At his youngest age, Christian Zacharias developed a real passion for visual arts, particularly for modern artists like Klee, Miró, Tàpies, or Chillida, he emphasizes. But when it comes to music, he firmly resists any attempt to describe it with images. “I am against all words that sound visual. Footsteps in the snow, is that an image? No! No colors! The word ‘colors’, that’s the worst,” he exclaims vigorously. For him, this type of vocabulary betrays the essence of music: “Harmonies, melodies, these are actions, characters!” Without appeal, he concludes: “To understand, you must listen to the music. You cannot say it, or see it.”
The music, as he conceives it, thus escapes the usual categories of language. It is neither representation nor translation, but a direct experience of the present moment: “My sound, for example, cannot be learned or taught. It is like with a singer: their timbre is unique. Of course, we can talk about pedals, technique… but it all comes from the ear, from what the pianist hears internally and seeks to reproduce.” He does not hesitate to come back to Chopin later. But at the heart of his artistic maturity, when he discovers Mozart, Schubert, and Haydn, he abandons Chopin, his first musical love. He considers it incompatible with the quest for stylistic purity required, according to him, by the repertoire of German composers. “Mozart, Schubert, it’s more difficult, because it’s more demanding,” he affirms. Yes, he will return to Chopin later. But at that time, Chopin appears to him too immediately seductive, almost magical, a music that “resonates immediately”, whereas Mozart, on the contrary, requires time, attention, and merit.
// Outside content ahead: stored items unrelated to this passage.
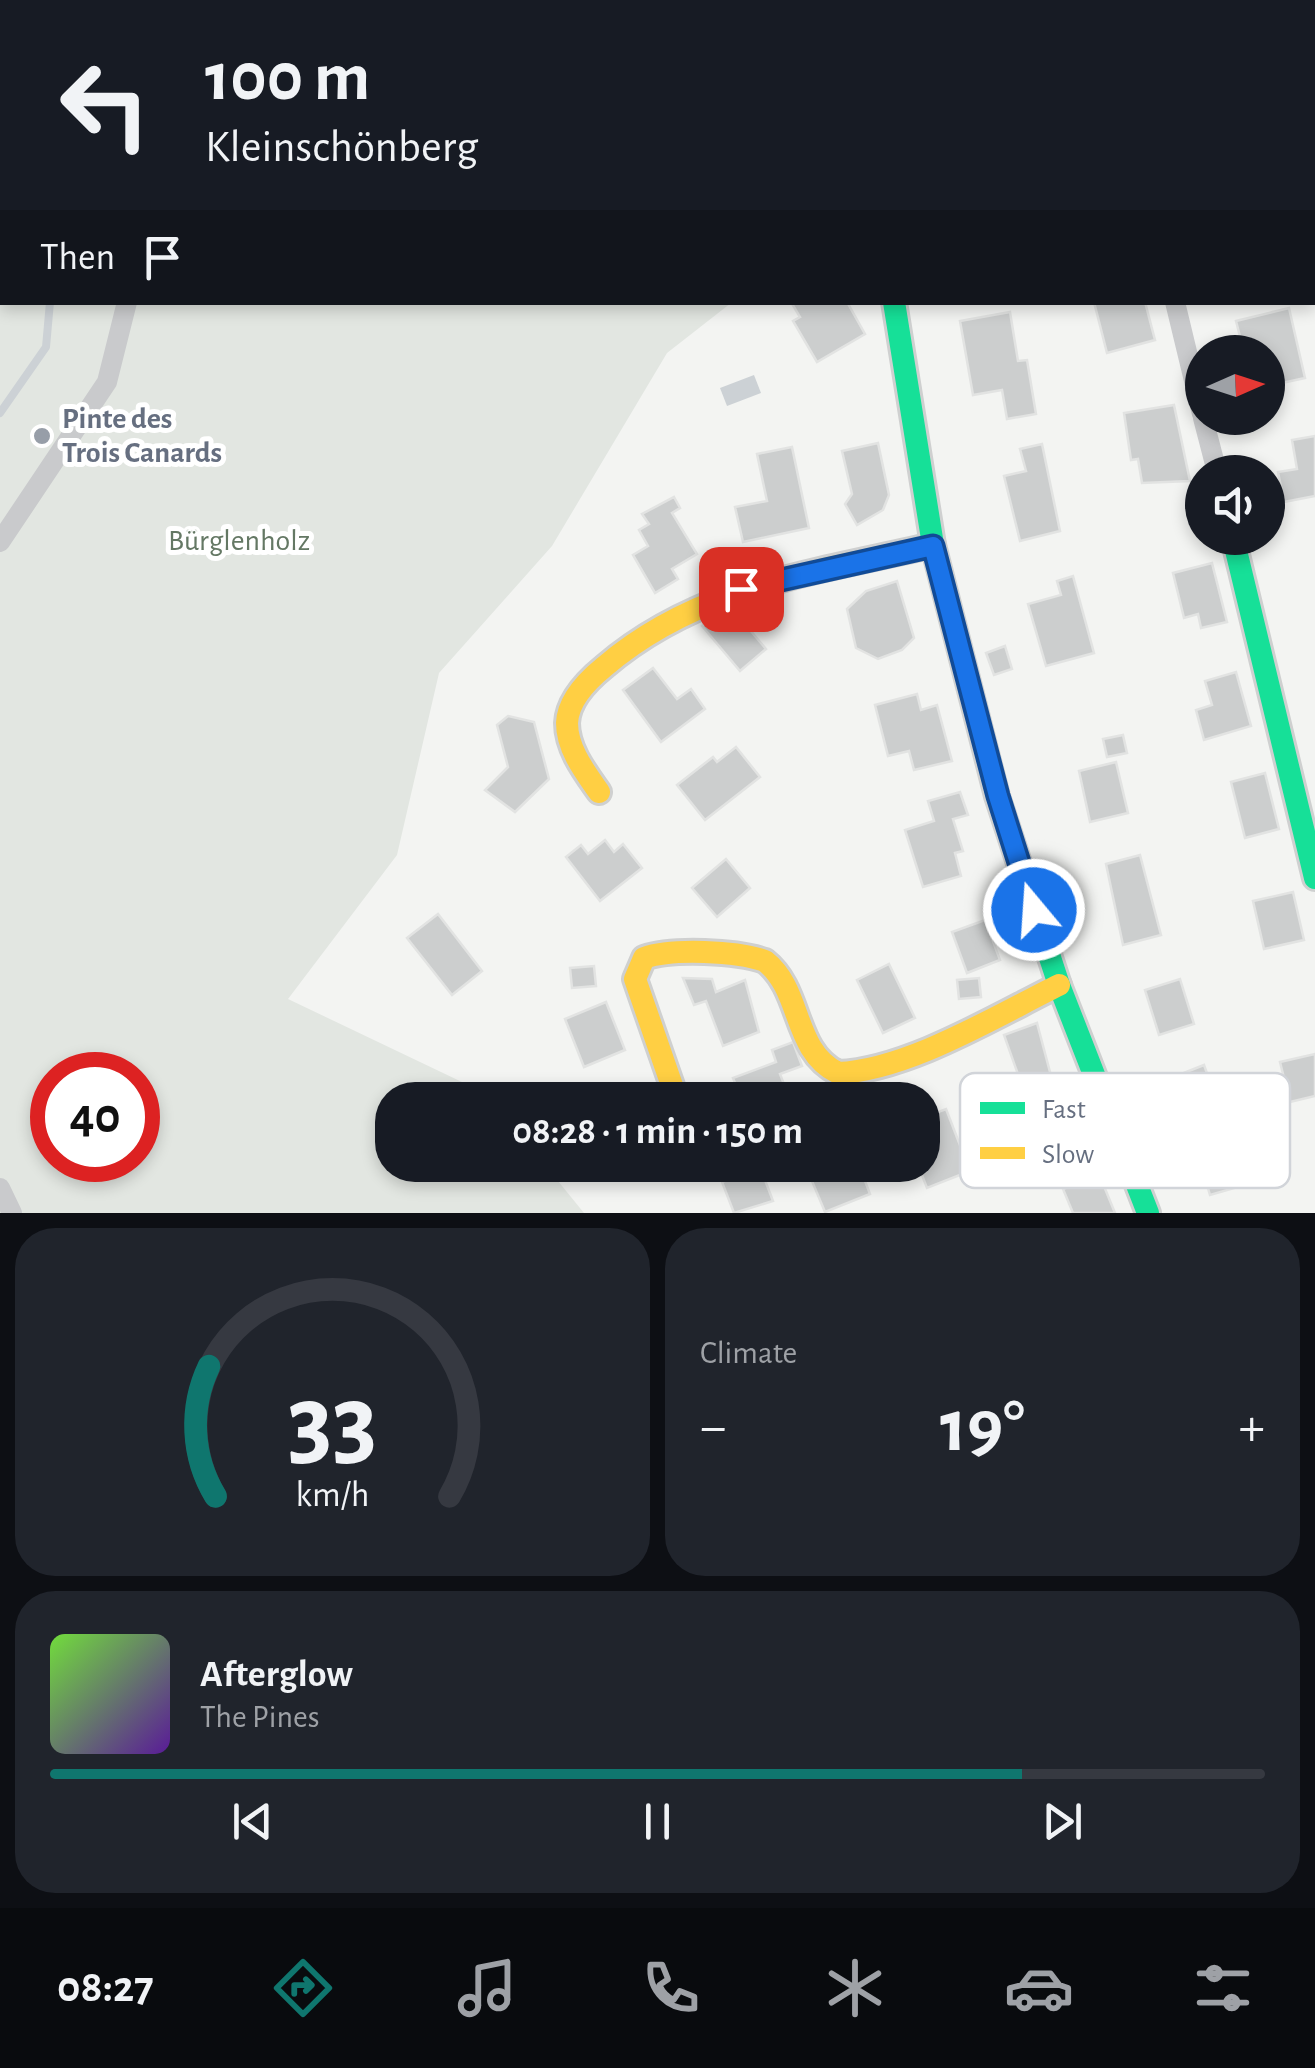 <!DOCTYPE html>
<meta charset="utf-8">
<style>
:root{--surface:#171b24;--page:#20242c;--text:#f1f3f6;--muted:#9ea1a6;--line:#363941;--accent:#0f766e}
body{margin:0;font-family:"Alegreya Sans",sans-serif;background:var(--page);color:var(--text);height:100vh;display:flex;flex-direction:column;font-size:38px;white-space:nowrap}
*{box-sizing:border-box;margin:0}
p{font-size:32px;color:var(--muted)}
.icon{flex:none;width:55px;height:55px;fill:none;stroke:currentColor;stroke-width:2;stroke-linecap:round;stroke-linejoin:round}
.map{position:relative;height:1213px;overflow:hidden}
.panel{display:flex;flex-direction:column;gap:15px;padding:15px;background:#0d0f14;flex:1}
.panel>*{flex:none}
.guide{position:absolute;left:0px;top:0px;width:1315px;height:305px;box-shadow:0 5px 15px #0003;background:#171b24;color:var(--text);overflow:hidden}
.needle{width:65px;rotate:87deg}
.controls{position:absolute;left:1185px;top:335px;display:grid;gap:20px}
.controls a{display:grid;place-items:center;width:100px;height:100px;border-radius:50%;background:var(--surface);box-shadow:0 5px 15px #0003;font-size:50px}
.speed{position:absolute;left:30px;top:1052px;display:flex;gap:20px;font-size:50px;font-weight:700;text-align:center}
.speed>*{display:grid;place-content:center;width:130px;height:130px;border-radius:50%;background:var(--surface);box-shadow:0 5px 15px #0003;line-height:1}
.speed .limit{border:15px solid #d22;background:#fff;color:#111}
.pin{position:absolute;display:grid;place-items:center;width:85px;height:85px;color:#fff;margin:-42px;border-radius:20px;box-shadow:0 5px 15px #0006}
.me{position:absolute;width:110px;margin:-55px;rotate:342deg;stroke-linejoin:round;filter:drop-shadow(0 0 8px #0008)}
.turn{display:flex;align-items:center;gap:35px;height:210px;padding:0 40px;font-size:45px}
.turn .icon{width:130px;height:130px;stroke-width:2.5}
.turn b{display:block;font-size:70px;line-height:85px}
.then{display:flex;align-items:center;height:95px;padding:0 40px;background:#0003;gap:20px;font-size:38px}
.big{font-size:75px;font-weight:600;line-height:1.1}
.panel .widget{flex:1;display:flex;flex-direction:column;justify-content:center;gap:15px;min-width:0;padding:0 35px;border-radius:40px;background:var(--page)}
.panel .dial{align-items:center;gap:0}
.dial svg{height:260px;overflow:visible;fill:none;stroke:var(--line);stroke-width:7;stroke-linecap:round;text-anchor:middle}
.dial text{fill:var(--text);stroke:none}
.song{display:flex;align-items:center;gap:30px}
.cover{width:120px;height:120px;border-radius:15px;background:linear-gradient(135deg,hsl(100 70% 55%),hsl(270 70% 35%))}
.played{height:10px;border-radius:5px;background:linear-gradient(90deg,var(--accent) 80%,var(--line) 80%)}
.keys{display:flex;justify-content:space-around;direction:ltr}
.heat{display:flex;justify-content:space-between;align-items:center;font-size:55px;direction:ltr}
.panel .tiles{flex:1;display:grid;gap:15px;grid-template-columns:1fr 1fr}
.widget:last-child{grid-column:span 2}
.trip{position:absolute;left:375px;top:1082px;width:565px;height:100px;border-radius:40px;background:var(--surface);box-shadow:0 5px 15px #0003;font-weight:600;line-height:100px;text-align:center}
.tab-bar{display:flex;height:160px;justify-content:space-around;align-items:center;background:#090b0e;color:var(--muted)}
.tab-bar .icon{width:70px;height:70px}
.tab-bar .on{color:var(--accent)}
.tab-bar b{font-size:45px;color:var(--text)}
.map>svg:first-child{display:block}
</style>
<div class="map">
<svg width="1315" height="1213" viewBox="0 0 1315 1213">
<rect width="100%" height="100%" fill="#f3f4f2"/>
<path fill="#e2e6e1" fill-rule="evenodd" d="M0,0H744L2,2V302L731,303L667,353L552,546L439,673L397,855L288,999L485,1093L491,1100H392V1165H545L584,1213H0ZM52,1075H138V1160H52Z"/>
<polygon fill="#ccd1d5" points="754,375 761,393 727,406 720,388"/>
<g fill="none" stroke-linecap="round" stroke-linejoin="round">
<g stroke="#ccd1d5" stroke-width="8">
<polyline points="32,0 32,2"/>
<polyline points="0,413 46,347 50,302"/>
</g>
</g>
<g fill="#cccece" stroke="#e2e3e2" stroke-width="2.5">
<polygon points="1315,0 1315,69 1312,70 1312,2 1288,2"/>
<polygon points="791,302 847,302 865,334 817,362 793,321 800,317"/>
<polygon points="1094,302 1145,302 1155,340 1107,353"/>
<polygon points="1289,308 1305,378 1273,385 1268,352 1264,349 1244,352 1236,321"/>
<polygon points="1010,312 1018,361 1027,360 1036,414 1007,419 1002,390 973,395 960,321"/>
<polygon points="1174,405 1190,481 1142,483 1138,459 1131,460 1124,413"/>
<polygon points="1315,436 1315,496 1284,502 1278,472 1297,469 1292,440"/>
<polygon points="878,443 889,495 883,510 857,525 845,504 852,494 842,451"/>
<polygon points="1042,444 1060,531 1020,541 1004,476 1026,471 1020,449"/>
<polygon points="792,447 809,528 743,542 735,507 767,501 757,454"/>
<polygon points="674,497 680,508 672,513 697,554 672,569 678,579 655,593 633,555 648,546 639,530 649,524 642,514"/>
<polygon points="1212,563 1227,622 1201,628 1198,614 1184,618 1173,573"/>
<polygon points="1073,576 1094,653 1046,666 1028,604 1061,595 1057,581"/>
<polygon points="897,581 914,638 902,650 878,659 856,648 847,609 866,591"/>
<polygon points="728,604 766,649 740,671 702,626"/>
<polygon points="1005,646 1012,669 994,675 986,653"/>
<polygon points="653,668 677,699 691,689 705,709 661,742 623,690"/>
<polygon points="1236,672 1251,726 1204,740 1196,710 1212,705 1205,681"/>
<polygon points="917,694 921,710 937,705 952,761 914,770 909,751 888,756 875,705"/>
<polygon points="508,716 534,722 549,779 515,812 485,790 508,767 497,725"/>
<polygon points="1123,735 1127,753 1107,757 1103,739"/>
<polygon points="736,747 760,777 705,820 677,785 713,757 717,762"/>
<polygon points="1116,762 1128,813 1090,822 1079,771"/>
<polygon points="1265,773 1279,829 1245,838 1231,782"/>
<polygon points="960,792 968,815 953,819 963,851 955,853 961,876 923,887 905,830 934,821 928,801"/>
<polygon points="605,840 614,852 623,844 642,868 600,901 566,857 581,845 588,854"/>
<polygon points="1140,855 1161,935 1123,945 1106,864"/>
<polygon points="726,859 750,888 717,917 692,888"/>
<polygon points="1293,892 1304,940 1264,949 1253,901"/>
<polygon points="438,914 482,971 452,995 407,938"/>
<polygon points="985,920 1000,960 967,973 952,932"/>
<polygon points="889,964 915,1018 883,1033 857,980"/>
<polygon points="594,966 596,986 572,988 570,968"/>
<polygon points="683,978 712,979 716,992 745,980 759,1032 723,1046 706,1001 694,1005"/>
<polygon points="979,978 981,997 959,999 957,980"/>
<polygon points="1180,979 1194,1024 1159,1035 1145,990"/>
<polygon points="606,1002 625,1050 584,1067 565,1019"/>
<polygon points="1037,1023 1055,1091 1035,1098 1027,1078 1020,1080 1004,1035"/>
<polygon points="793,1042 802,1066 780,1074 790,1100 742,1100 733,1078 776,1062 772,1050"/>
<polygon points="1315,1054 1315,1096 1290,1102 1280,1062"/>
<polygon points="1204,1065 1217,1101 1185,1114 1171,1078"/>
<polygon points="946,1109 970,1171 927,1188 918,1165 922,1165 922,1118"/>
<polygon points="1231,1141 1245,1185 1210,1195 1197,1151"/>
<polygon points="831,1165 859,1165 870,1194 825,1212 809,1174"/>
<polygon points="760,1167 773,1201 734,1213 722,1182"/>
<polygon points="1099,1174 1115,1213 1073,1213 1063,1189"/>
</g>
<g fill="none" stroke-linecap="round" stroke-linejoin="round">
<defs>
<g id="fast">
<polyline points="894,302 933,545 997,796 1059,985 1148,1213"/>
<polyline points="1233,538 1315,878"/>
</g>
<g id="slow">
<path d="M599,792C585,772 567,749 567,723C568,700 588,680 604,667C698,586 817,572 933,545"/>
<path d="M677,1100L635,979L644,958C672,948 737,951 765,961C803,991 792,1050 838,1073C908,1070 996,1016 1059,985"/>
</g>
</defs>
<use href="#fast" stroke="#cfd0d0" stroke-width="28"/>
<use href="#slow" stroke="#cfd0d0" stroke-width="28"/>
<g stroke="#c9cacc" stroke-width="20">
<polyline points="130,0 130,2"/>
<polyline points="831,0 832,2"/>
<polyline points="1102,0 1103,2"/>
<polyline points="1063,2 1067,0"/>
<polyline points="1175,302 1202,414"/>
<polyline points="1203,418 1217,472"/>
<polyline points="0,542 107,382 127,302"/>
<polyline points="700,1165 700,1166"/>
<polyline points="0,1188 12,1213"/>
</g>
<use href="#fast" stroke="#16e098" stroke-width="22"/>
<use href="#slow" stroke="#ffcf43" stroke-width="22"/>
</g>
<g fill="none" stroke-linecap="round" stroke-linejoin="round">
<defs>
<polyline id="route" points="741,589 933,546 998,796 1034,910"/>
</defs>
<use href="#route" stroke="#114b97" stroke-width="25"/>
<use href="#route" stroke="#1a73e8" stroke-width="18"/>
</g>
<circle fill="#979ea8" stroke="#fff" stroke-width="4" cx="42" cy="436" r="10"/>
<g text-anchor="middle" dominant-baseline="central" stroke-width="10" stroke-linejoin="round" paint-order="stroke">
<g font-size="30" font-weight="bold" fill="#666f80" stroke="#fff" text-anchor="start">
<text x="62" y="419">Pinte des<tspan x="62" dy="34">Trois Canards</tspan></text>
</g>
<g font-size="30" fill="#647864" stroke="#fff">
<text x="239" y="541">Bürglenholz</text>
</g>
</g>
<rect x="960" y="1073" width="330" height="115" rx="15" fill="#fff" stroke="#d1d4d9" stroke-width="2.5"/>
<rect x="980" y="1102" width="45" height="12" fill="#16e098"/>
<rect x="980" y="1147" width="45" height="12" fill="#ffcf43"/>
<g font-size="28" fill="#666f80">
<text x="1042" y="1118">Fast</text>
<text x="1042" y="1163">Slow</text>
</g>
</svg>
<div class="controls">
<a><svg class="needle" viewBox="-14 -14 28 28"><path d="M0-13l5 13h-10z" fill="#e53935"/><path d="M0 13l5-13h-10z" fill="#9ea1a6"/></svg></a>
<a><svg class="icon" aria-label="sound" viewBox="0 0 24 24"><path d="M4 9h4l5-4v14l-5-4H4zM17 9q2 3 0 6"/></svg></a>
</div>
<div class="speed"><div class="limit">40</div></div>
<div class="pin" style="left:741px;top:589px;background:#d93025"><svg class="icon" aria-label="arrive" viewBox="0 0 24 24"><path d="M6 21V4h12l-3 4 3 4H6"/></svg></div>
<svg class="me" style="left:1034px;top:910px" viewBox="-20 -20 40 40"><circle r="17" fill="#1a73e8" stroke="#fff" stroke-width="3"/><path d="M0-11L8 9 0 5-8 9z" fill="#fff"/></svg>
<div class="trip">08:28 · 1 min · 150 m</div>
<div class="guide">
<div class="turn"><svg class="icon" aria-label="left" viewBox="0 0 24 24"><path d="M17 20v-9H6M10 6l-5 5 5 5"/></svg><div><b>100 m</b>Kleinschönberg</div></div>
<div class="then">Then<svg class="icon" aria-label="arrive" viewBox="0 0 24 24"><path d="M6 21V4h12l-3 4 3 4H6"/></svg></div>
</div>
</div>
<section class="panel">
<div class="tiles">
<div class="widget dial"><svg viewBox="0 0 100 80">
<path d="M14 69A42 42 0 1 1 86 69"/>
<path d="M14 69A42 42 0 0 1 12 29" stroke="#0f766e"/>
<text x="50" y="56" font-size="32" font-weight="700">33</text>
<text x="50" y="72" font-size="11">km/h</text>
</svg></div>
<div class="widget"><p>Climate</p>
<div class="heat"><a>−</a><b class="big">19°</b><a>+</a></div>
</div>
<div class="widget">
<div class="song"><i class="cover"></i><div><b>Afterglow</b><p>The Pines</p></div></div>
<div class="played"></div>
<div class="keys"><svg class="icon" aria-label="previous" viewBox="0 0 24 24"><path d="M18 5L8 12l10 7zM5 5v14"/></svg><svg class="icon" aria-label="pause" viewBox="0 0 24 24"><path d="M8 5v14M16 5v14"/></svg><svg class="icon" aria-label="next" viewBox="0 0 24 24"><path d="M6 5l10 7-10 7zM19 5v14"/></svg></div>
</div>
</div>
</section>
<nav class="tab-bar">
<b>08:27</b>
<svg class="icon on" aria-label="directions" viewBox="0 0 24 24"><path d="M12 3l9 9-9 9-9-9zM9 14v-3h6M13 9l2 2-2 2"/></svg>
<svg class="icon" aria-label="music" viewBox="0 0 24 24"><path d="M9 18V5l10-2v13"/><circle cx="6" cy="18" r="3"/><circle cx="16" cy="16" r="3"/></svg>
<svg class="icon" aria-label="phone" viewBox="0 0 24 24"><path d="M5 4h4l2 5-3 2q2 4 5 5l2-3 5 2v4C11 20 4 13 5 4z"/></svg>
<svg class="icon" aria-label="climate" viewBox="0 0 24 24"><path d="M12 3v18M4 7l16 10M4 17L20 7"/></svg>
<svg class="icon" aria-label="car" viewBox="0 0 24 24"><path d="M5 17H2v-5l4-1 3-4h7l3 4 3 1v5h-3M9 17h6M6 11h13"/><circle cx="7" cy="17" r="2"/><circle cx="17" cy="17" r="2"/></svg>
<svg class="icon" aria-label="filters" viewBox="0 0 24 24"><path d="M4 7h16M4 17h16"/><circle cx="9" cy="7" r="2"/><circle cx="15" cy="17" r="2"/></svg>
</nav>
The demanding, meticulous, precise nature does not scare him. The pianist particularly revisits his collaboration with conductor Sergiu Celibidache, a terror to some soloists for his slightly “exaggerated” sense of detail. Christian Zacharias acknowledges, “His approach is disconcerting, I know many pianists who have been literally blocked. Still, his cosmic vision of music has brought me a lot. He teaches how to follow where the harmony comes from, where it resolves. We totally decenter ourselves, there is a real deconstruction work between the orchestra and the soloist, with a lot of repetitions in the work.”